The relevant facts are undisputed, and we take them from the Court of Appeals opinion and the summary judgment record. Defendants were the general contractors for the construction of an apartment building in Salem, which they built for a California investment company. In 2002, the California investment company sold the apartment building to the Harris Family Trust, of which plaintiffs are the trustees. Shortly after the purchase, plaintiffs discovered what they allege to be defects in the construction of the building, including defendants’ failure to install required flashings on various parts of the building. Because of those defects, plaintiffs claim, water has leaked into the building, causing dry rot and requiring extensive repairs. Plaintiffs brought this action, alleging that defendants were negligent in constructing the building and seeking recovery of the $376,000 required to repair the building.

Defendants answered, denying plaintiffs’ claims and asserting various affirmative defenses. Defendants then *306 moved for summary judgment arguing, among other things, that plaintiffs’ claim was barred by the economic loss doctrine. Defendants asserted that the damage to the apartment building was an investment loss for plaintiffs. In defendants’ view, whether the loss was characterized as a reduction in the value of plaintiffs’ investment in the building or as the difference between what plaintiffs actually paid for the building and what they would have paid had they known the true condition of the building, plaintiffs’ loss was purely economic. Accordingly, defendants claimed, Oregon law barred plaintiffs from asserting a negligence claim against defendants, in the absence of a special relationship between the parties.
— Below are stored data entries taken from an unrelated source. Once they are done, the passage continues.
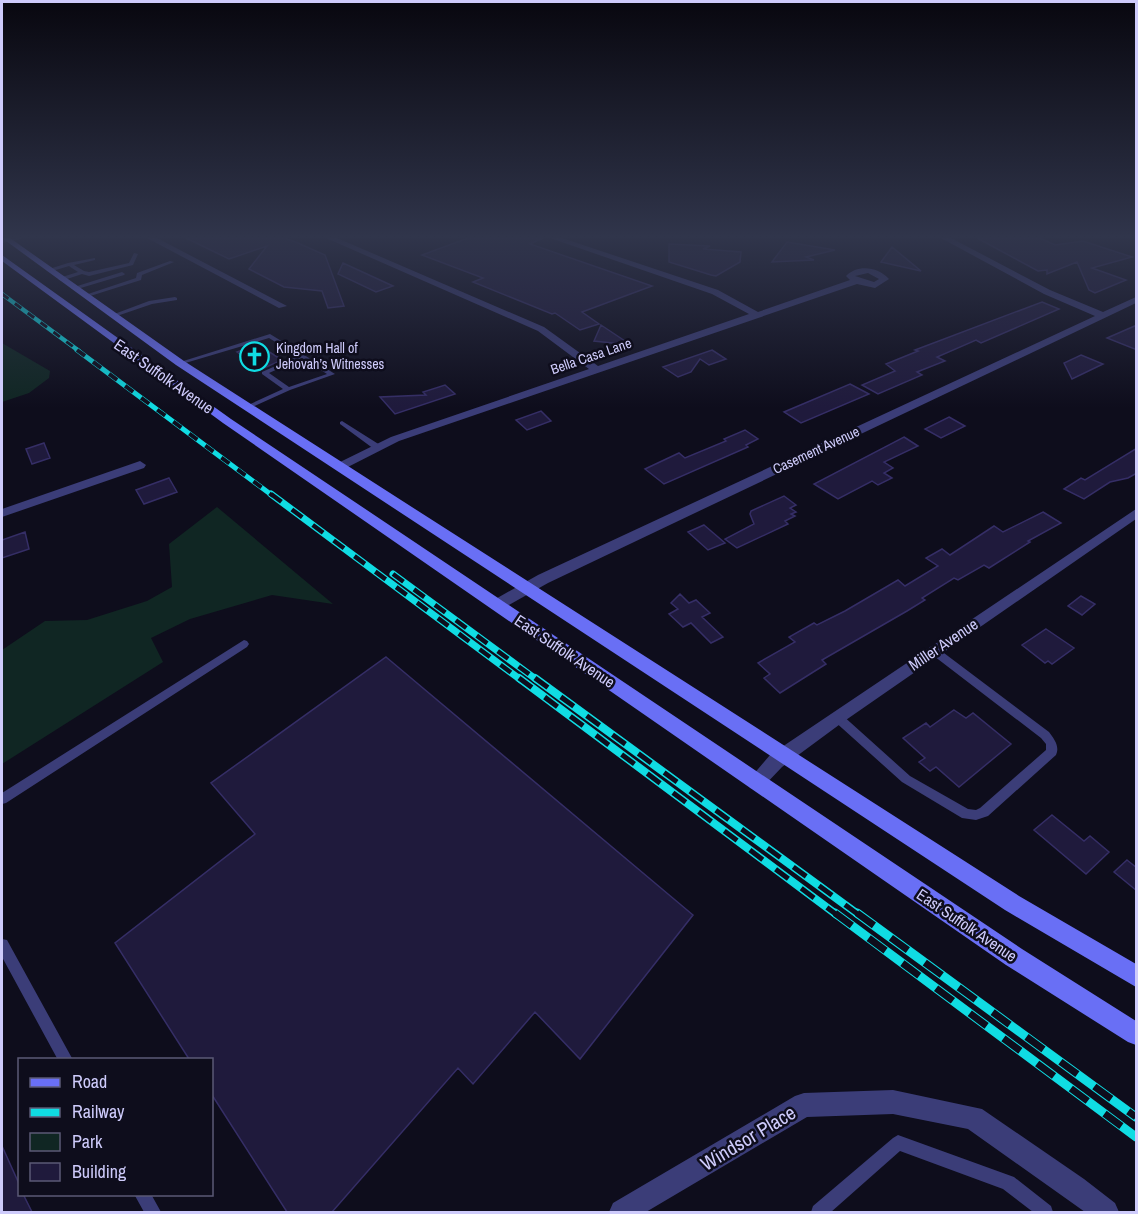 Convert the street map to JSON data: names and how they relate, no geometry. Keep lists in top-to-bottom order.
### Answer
{
  "streets": {
    "main road": ["East Suffolk Avenue"],
    "street": [
      "Bella Casa Lane",
      "Casement Avenue",
      "Miller Avenue",
      "Windsor Place"
    ]
  },
  "crossings": [
    ["Bella Casa Lane", "East Suffolk Avenue"],
    ["East Suffolk Avenue", "Casement Avenue"],
    ["East Suffolk Avenue", "Miller Avenue"]
  ],
  "places": {
    "church": ["Kingdom Hall of Jehovah’s Witnesses"]
  },
  "legend": [
    "Road",
    "Railway",
    "Park",
    "Building"
  ]
} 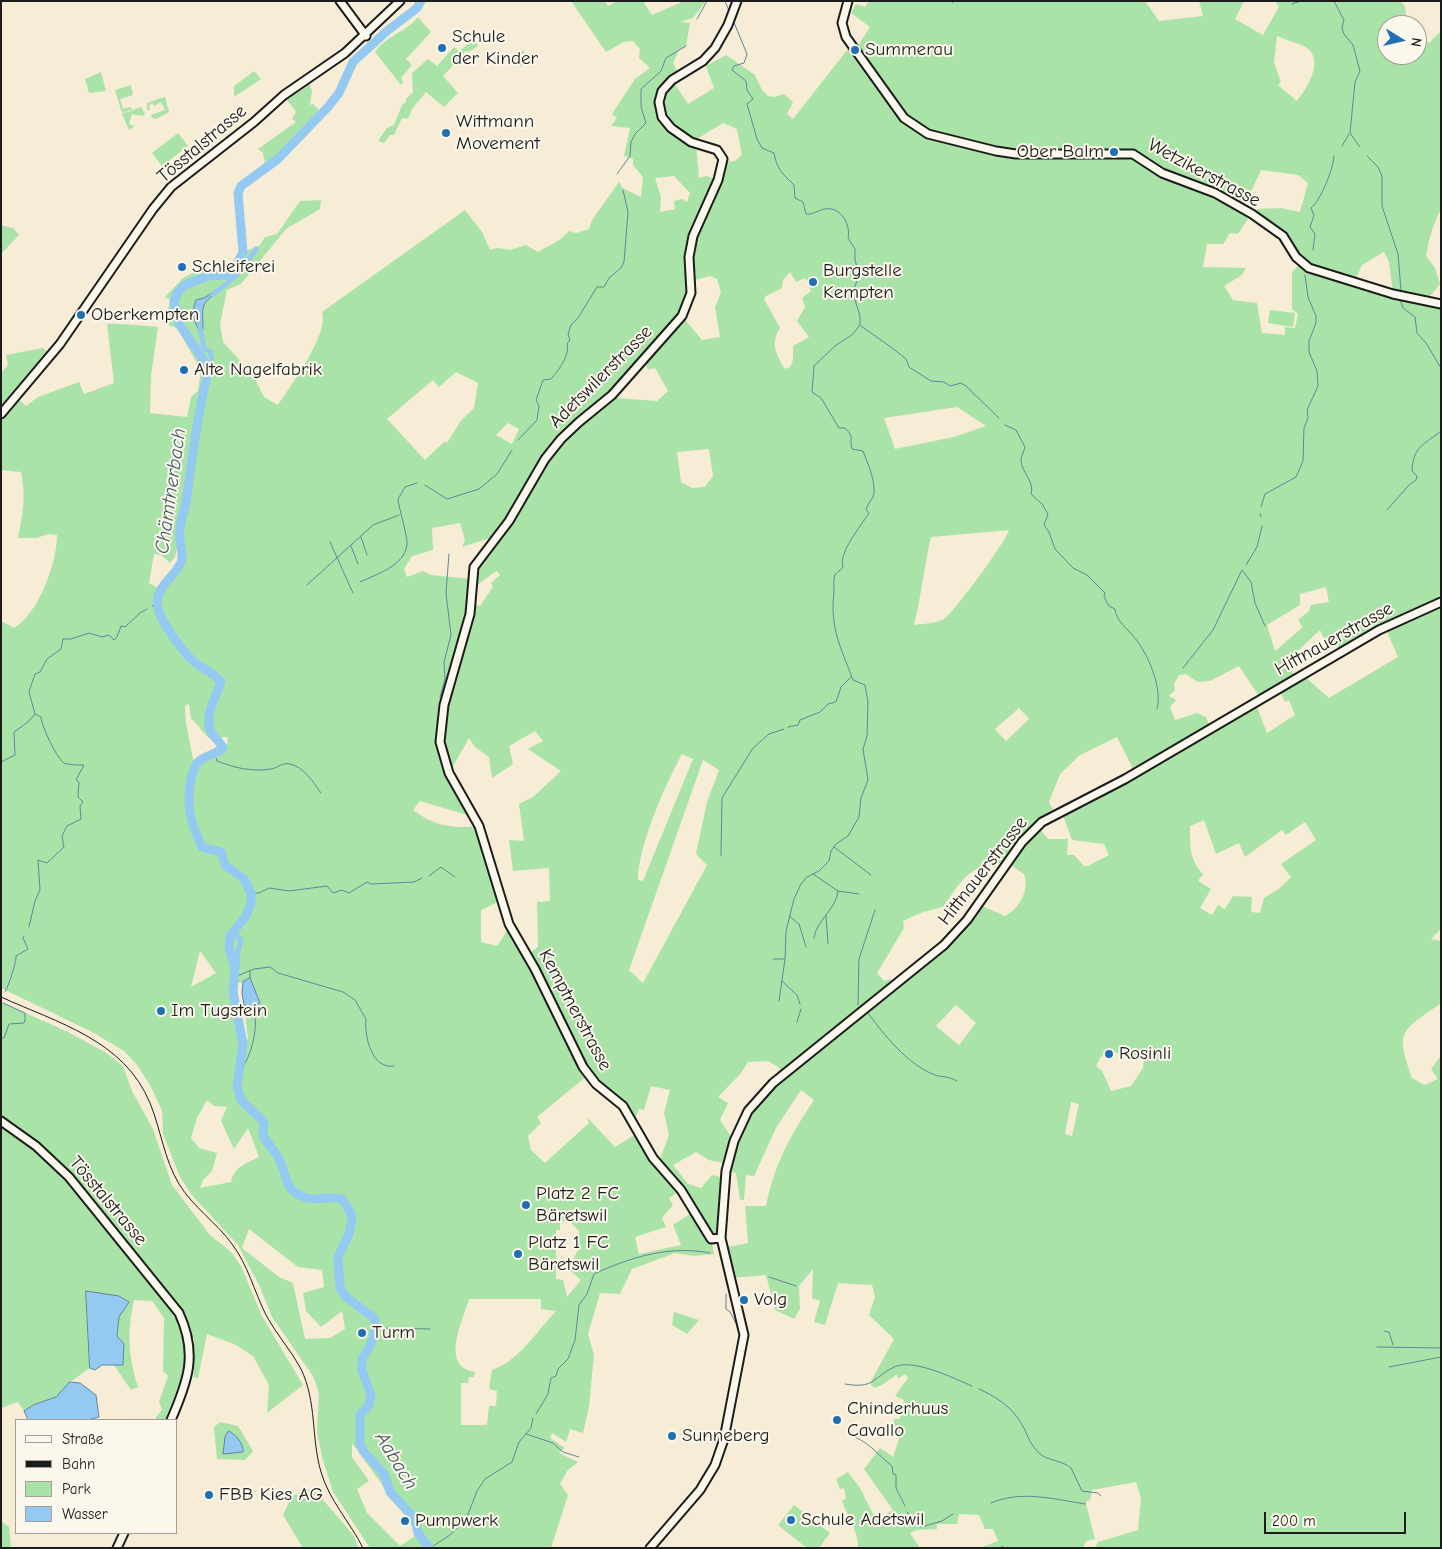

As noted, the trial court agreed with defendants and granted their motion for summary judgment, but the Court of Appeals reversed. The Court of Appeals began by recognizing both “the general rule that all persons are liable in negligence if their conduct unreasonably creates a foreseeable risk of harm to others” and the existence of various “exceptions” to that general rule. 209 Or App at 415. One of those exceptions, the court noted, was claims for economic losses — “ ‘financial losses such as indebtedness incurred and return of monies paid’ ” — which Oregon case law had contrasted with “damages for injury to person or property.” 209 Or App at 418 (quoting Onita Pacific Corp. v. Trustees of Bronson, 315 Or 149, 159 n 6, 843 P2d 890 (1992)). The issue, then, was whether plaintiffs’ damages for the dry rot allegedly caused by defendants’ negligent construction was an “economic loss” or was, instead, “injury to property.”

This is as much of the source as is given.